Hal yang sama dilakukan terhadap seorang uskup Brasil yang telah menghabiskan lebih dari 600.000 dollar AS untuk merenovasi tempat tinggal dan kantornya.

***


Selama tiga hari, kita diberi contoh tentang kesederhanaan itu. Terbang dari Roma ke Jakarta dengan menggunakan pesawat komersial milik perusahaan Italia. Lalu ke PNG, dengan menggunakan pesawat Garuda.

“Paus minta agar interior tidak diubah. Biar apa adanya. Artinya, tidak ada kelas eksekutif, hanya bisnis,” kata Dirut Utama Garuda Indonesia Irfan Setiaputra, saat ngobrol menunggu kedatangan Paus di Bandara Soekarno-Hatta.

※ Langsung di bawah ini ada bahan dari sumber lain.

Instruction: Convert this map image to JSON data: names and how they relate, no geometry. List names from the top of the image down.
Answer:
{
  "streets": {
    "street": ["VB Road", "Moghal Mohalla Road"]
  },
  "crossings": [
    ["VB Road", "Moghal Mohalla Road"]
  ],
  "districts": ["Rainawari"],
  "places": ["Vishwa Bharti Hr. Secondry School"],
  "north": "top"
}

Selama di Indonesia, Paus tidak menggunakan mobil mewah, sedan mahal anti-peluru misalnya atau Mercedes Benz Tipe GLZ atau Jeep Rubicon atau mobil yang jauh levih mahal lagi, tapi Toyota Innova Zenix. Dan, duduk di depan di samping sopir; ini menghilangkan batas-batas kelas.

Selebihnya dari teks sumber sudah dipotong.